Random samples from regression dataset

Split a dataset by randomly drawing samples.

Usage:

  1. Open the algorithm from the processing toolbox.

  2. Select or create a regression dataset, specify the number stratification bins as well as the number of samples per bin, then click run.

    usr_section/usr_manual/processing_algorithms/dataset_creation/source/usr_section/usr_manual/processing_algorithms_includes/dataset_creation/img/random_samples_reg.png

Parameters

Regression dataset [file]

Regression dataset pickle file with feature data X and target data y to draw from.

Number of stratification bins [number]

Number of bins used to stratify the target range.

Default: 1

Number of samples per bin [string]

Number of samples to draw from each bin. Set a single value N to draw N samples for each bin.
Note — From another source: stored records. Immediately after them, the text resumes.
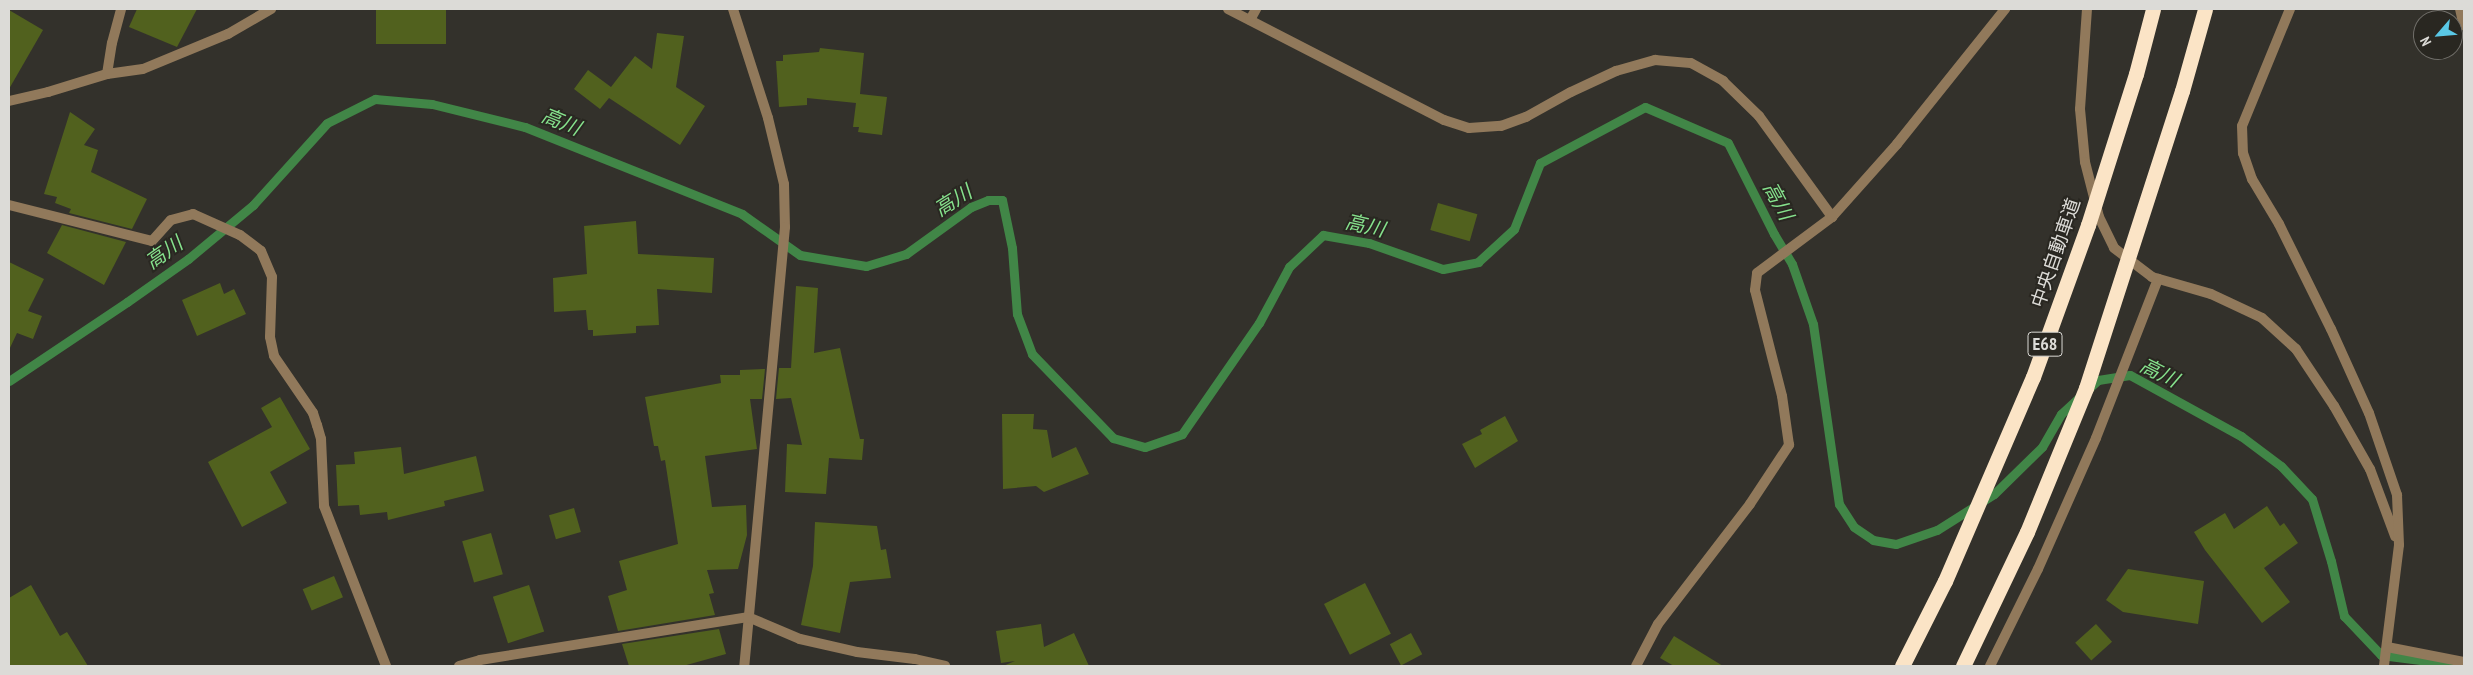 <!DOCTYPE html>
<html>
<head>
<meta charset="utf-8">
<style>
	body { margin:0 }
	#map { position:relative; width:2473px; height:675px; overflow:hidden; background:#33312b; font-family:"PT Sans Narrow","Noto Sans JP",sans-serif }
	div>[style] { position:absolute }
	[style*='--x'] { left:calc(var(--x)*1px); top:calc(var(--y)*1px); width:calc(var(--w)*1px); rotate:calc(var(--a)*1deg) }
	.stream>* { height:9px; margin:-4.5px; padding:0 4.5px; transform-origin:4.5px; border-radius:4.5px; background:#418647 }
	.building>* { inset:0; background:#51611e; transform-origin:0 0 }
	.service>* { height:10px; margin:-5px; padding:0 5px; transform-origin:5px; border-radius:5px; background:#91795b }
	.minor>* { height:10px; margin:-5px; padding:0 5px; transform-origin:5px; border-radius:5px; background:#91795b }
	.motorway-bridge>* { height:15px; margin:-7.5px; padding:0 7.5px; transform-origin:7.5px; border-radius:7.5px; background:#fbe4c6 }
	span { translate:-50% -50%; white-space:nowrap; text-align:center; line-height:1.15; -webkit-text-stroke:4px #292721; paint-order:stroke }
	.shield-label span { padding:1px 4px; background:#292721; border:1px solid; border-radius:4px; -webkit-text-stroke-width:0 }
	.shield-label { font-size:18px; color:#dcdbd7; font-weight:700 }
	.street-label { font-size:19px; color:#dcdbd7 }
	.water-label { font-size:20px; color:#86e28d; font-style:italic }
	.frame { position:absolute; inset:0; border:10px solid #dcdbd7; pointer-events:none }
	.north { position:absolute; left:2413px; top:10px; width:50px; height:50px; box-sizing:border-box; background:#292721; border:1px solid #716f6a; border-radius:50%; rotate:243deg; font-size:14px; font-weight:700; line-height:20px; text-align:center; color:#dcdbd7 }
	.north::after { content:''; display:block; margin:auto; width:18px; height:22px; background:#5ac8e6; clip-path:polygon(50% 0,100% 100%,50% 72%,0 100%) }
</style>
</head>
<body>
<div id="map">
	<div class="stream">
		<i style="--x:9;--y:381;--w:142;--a:-33.8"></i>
		<i style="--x:127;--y:302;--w:75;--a:-35.2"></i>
		<i style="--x:188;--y:259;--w:85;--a:-39.7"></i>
		<i style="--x:253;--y:205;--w:110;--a:-47.9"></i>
		<i style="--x:327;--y:123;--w:54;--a:-26.6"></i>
		<i style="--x:375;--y:99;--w:57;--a:5"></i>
		<i style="--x:432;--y:104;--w:96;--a:13.9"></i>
		<i style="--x:525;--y:127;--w:234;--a:21.8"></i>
		<i style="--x:742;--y:214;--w:71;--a:35.3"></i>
		<i style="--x:800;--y:255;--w:67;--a:9.5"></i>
		<i style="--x:866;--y:266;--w:42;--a:-16.7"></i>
		<i style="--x:906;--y:254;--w:80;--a:-35.9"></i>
		<i style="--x:971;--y:207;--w:18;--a:-22"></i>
		<i style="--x:988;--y:200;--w:14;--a:0"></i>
		<i style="--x:1002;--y:200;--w:49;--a:78.2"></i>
		<i style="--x:1012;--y:248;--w:66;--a:85.7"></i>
		<i style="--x:1017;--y:314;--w:43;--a:69.4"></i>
		<i style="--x:1032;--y:354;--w:117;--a:46"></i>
		<i style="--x:1113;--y:438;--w:33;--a:16"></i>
		<i style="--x:1145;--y:447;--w:39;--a:-19"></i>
		<i style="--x:1182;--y:434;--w:135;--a:-55.3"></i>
		<i style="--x:1259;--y:323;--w:64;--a:-61.8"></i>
		<i style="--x:1289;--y:267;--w:47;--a:-43.3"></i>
		<i style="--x:1323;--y:235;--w:47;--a:9.9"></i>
		<i style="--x:1369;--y:243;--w:78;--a:19.4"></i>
		<i style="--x:1443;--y:269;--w:36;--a:-11"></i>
		<i style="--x:1478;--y:262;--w:49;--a:-42.5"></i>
		<i style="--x:1514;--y:229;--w:71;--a:-68.5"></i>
		<i style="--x:1540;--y:163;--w:119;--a:-28.1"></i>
		<i style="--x:1645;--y:107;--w:90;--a:23.4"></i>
		<i style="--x:1728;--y:143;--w:102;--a:63.2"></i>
		<i style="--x:1774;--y:234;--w:35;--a:59"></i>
		<i style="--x:1792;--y:264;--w:64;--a:70.7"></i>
		<i style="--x:1813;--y:324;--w:182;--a:81.8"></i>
		<i style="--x:1839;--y:504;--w:27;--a:57"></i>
		<i style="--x:1854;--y:527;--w:23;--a:34"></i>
		<i style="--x:1873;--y:540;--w:23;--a:10"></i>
		<i style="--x:1896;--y:544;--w:43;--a:-18.9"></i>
		<i style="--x:1937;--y:530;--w:67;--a:-32.3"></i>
		<i style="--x:1994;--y:494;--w:67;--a:-44.4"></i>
		<i style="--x:2042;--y:447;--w:38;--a:-60"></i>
		<i style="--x:2061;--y:414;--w:50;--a:-42.6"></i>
		<i style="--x:2098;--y:380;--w:32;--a:-9"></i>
		<i style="--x:2130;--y:375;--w:127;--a:28.8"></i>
		<i style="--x:2241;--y:436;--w:50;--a:36.9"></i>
		<i style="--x:2281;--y:466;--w:45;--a:46.8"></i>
		<i style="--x:2312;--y:499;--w:65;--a:73"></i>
		<i style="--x:2331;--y:561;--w:57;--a:76.7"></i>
		<i style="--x:2344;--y:616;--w:54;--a:46.5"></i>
		<i style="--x:2381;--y:655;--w:79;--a:7.3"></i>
	</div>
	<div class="building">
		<i style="clip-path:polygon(137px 9px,197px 9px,177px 47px,129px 27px)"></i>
		<i style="left:376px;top:9px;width:70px;height:35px"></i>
		<i style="clip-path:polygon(9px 10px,43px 30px,9px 89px)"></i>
		<i style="clip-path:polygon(657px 33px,684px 36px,676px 87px,705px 106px,680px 145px,609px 98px,600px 109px,574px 89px,588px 70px,611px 87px,635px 56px,652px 69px)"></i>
		<i style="clip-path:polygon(820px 48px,864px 53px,860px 94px,887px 97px,882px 135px,858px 132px,859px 127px,853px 127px,856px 103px,807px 98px,807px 105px,779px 107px,776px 61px,783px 61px,783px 55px,819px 52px)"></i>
		<i style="clip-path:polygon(70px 112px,95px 129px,84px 145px,98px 150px,91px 172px,147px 199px,132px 229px,69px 213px,71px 209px,55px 203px,57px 197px,44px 194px)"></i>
		<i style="left:1438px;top:203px;width:41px;height:28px;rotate:16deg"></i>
		<i style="clip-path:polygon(636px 221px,638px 254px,714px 258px,712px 293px,657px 289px,659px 325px,636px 326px,636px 333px,593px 336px,593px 330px,588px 330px,586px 310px,554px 312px,553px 278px,587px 274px,584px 226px)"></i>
		<i style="clip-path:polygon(62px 225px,126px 242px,104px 285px,47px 253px)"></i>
		<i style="clip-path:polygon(9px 262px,44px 279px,28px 311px,42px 316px,33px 339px,17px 333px,9px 350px)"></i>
		<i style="clip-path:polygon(220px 283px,224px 294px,234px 289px,246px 314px,197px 336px,182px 300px)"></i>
		<i style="clip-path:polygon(796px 286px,818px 288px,814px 353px,840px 348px,860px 439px,864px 439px,862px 460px,829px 458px,826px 494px,785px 492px,787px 444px,802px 445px,791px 398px,776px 399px,779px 368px,791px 368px)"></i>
		<i style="clip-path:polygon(765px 369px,762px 399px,750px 399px,757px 449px,705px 456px,712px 507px,746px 505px,747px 535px,738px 569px,707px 570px,714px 593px,709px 594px,715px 615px,618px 631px,608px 596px,627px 590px,619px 561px,678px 544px,665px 460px,661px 461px,658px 446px,654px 446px,645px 397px,721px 383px,720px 375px,740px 375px,740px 370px)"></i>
		<i style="clip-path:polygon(280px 397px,310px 449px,270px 472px,287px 503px,242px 527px,208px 462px,272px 427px,261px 408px)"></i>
		<i style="clip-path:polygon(1002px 414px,1034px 414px,1033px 429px,1047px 430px,1052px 458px,1076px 447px,1089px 474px,1044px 492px,1036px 486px,1003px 489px)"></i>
		<i style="clip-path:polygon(1505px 416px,1518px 441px,1475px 468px,1462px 444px,1482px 434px,1480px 430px)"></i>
		<i style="clip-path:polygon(401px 447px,404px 474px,476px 456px,484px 491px,444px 501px,445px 506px,388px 520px,387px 512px,360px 515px,359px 505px,338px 506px,336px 465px,355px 464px,354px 452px)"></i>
		<i style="clip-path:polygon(2267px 506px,2280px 526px,2284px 523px,2298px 543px,2264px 568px,2290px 602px,2262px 623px,2205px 550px,2194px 532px,2225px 513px,2234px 529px)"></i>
		<i style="left:574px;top:508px;width:25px;height:26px;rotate:74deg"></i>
		<i style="clip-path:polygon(815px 522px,877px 526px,881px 550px,886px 549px,891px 578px,850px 582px,840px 633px,801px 625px,813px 566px)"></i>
		<i style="left:491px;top:533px;width:43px;height:30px;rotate:74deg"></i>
		<i style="clip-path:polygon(2128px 569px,2204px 581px,2198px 624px,2123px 612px,2106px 600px)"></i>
		<i style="left:334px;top:576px;width:23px;height:34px;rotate:67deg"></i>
		<i style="left:1365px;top:583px;width:57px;height:46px;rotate:63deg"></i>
		<i style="clip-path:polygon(31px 585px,60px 636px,67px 632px,88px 666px,9px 666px,9px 598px)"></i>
		<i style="left:529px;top:585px;width:49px;height:38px;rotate:72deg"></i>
		<i style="clip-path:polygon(1041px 624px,1044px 647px,1074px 633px,1089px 666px,1003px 666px,1015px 661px,1001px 663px,996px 631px)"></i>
		<i style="left:2096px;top:624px;width:24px;height:28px;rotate:48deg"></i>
		<i style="clip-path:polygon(719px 629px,726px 654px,683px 666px,629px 666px,622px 644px)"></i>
		<i style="left:1411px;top:633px;width:24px;height:24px;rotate:62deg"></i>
		<i style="clip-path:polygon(1674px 636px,1723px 666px,1674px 666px,1660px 658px)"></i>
	</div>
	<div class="service">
		<i style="--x:107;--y:74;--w:31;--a:-81"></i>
		<i style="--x:112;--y:43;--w:35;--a:-75"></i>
		<i style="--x:9;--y:205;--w:147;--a:14.1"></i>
		<i style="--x:152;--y:241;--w:28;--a:-48"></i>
		<i style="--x:171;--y:220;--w:23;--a:-15"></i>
		<i style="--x:193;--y:214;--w:51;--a:24.1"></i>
		<i style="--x:240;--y:235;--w:26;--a:37"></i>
		<i style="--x:261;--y:251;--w:28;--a:67"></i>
		<i style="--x:272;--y:277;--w:60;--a:91.9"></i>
		<i style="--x:270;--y:337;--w:19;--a:78"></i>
		<i style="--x:274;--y:356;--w:69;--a:55.6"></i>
		<i style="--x:313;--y:413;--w:13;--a:72"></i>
		<i style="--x:317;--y:425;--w:15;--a:74"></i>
		<i style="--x:321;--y:439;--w:67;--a:87.4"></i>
		<i style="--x:324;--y:506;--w:172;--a:68.8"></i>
	</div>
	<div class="minor">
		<i style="--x:733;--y:9;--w:114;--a:72.2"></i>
		<i style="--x:768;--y:118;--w:68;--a:76.4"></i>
		<i style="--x:784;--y:184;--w:43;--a:88.7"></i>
		<i style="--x:785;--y:227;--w:441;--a:95.3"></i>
		<i style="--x:1228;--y:9;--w:243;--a:27.2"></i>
		<i style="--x:1444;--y:120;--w:26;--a:18"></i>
		<i style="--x:1469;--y:128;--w:32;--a:-4"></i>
		<i style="--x:1501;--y:126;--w:27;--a:-20"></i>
		<i style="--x:1526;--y:117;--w:51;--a:-29.1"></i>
		<i style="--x:1571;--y:92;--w:50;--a:-25"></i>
		<i style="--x:1616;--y:71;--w:41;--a:-15.8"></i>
		<i style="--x:1655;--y:60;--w:36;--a:5"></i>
		<i style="--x:1691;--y:63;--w:37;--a:29"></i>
		<i style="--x:1723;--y:81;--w:50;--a:44.2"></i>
		<i style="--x:1759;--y:116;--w:125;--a:54.1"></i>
		<i style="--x:2087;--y:9;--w:100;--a:94"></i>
		<i style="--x:2080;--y:109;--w:53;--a:84.6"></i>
		<i style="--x:2085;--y:162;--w:57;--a:75.7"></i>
		<i style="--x:2099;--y:217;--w:34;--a:64"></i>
		<i style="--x:2114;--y:248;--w:48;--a:37.3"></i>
		<i style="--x:2152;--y:277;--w:61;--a:16.1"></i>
		<i style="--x:2211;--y:294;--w:56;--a:25.2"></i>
		<i style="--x:2262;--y:318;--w:46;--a:42.4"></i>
		<i style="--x:2296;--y:349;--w:69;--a:56.3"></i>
		<i style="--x:2334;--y:406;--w:73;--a:60.3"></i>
		<i style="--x:2370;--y:469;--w:72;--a:69.5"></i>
		<i style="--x:2290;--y:9;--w:126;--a:112.3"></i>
		<i style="--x:2242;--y:126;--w:27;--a:88"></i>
		<i style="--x:2243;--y:153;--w:28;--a:71"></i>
		<i style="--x:2252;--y:179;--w:52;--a:59"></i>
		<i style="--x:2279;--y:224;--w:117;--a:63.7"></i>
		<i style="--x:2331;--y:329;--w:92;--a:65.7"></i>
		<i style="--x:2369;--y:413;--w:87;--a:71.1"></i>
		<i style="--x:2397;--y:495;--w:50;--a:87.7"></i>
		<i style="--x:2399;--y:545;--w:122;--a:97.1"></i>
		<i style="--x:2460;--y:9;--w:17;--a:77"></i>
		<i style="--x:1250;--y:20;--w:13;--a:-61"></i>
		<i style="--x:9;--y:101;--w:40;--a:-13"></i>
		<i style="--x:48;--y:92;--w:62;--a:-17"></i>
		<i style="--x:107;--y:74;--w:36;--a:-8"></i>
		<i style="--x:143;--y:69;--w:92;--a:-22.4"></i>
		<i style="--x:228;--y:34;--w:50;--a:-30.2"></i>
		<i style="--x:2387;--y:647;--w:78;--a:11"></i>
		<i style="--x:459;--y:666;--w:22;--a:-16"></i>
		<i style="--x:480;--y:660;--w:271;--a:-9.1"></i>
		<i style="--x:748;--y:617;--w:56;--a:22.9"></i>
		<i style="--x:800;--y:639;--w:58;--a:12.8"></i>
		<i style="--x:857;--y:652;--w:58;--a:6.9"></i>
		<i style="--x:915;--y:659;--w:31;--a:13"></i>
		<i style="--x:1636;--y:666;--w:47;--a:-62.4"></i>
		<i style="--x:1658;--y:624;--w:151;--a:-52.5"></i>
		<i style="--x:1750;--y:504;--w:71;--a:-56.5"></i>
		<i style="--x:1789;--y:445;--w:49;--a:-98.1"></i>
		<i style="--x:1782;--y:396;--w:109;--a:-104.3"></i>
		<i style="--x:1755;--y:290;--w:17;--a:-83"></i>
		<i style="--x:1757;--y:273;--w:94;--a:-36.7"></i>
		<i style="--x:1832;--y:217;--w:98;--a:-48.3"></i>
		<i style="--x:1897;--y:144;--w:173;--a:-51.3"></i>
		<i style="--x:1990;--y:666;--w:108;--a:-63.7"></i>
		<i style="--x:2038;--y:569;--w:143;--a:-66.1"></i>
		<i style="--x:2096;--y:438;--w:171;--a:-68.7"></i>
	</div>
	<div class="motorway-bridge">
		<i style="--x:1902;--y:666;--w:95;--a:-63.2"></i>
		<i style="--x:1945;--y:581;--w:222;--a:-66.7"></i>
		<i style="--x:2033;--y:377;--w:162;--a:-70.1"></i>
		<i style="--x:2088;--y:225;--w:158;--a:-72.4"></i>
		<i style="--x:2136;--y:74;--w:67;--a:-75.3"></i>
		<i style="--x:1963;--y:666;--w:148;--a:-64.5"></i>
		<i style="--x:2027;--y:532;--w:156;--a:-67.7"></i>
		<i style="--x:2086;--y:388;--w:312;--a:-72.1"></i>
		<i style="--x:2182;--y:91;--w:85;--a:-74.3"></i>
	</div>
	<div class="shield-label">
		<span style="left:2045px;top:344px">E68</span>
	</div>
	<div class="street-label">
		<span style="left:2056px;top:253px;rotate:-71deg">中央自動車道</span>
	</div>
	<div class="water-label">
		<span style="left:561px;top:122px;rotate:22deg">高川</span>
		<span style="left:953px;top:201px;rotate:-32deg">高川</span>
		<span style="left:1778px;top:201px;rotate:62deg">高川</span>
		<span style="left:1365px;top:226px;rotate:13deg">高川</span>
		<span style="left:164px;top:253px;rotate:-35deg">高川</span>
		<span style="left:2159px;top:373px;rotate:26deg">高川</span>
	</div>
	<div class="frame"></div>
	<div class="north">N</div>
</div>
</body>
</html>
Set a list of values N1, N2, … Ni, … to draw Ni samples for bin i.

Draw with replacement [boolean]

Whether to draw samples with replacement.

Default: False

Draw proportional [boolean]

Whether to interprete number of samples N or Ni as percentage to be drawn from each bin.

Default: False

Random seed [number]

The seed for the random generator can be provided.

Outputs

Output dataset [fileDestination]

Pickle file destination.Stores sampled data.

Output dataset complement [fileDestination]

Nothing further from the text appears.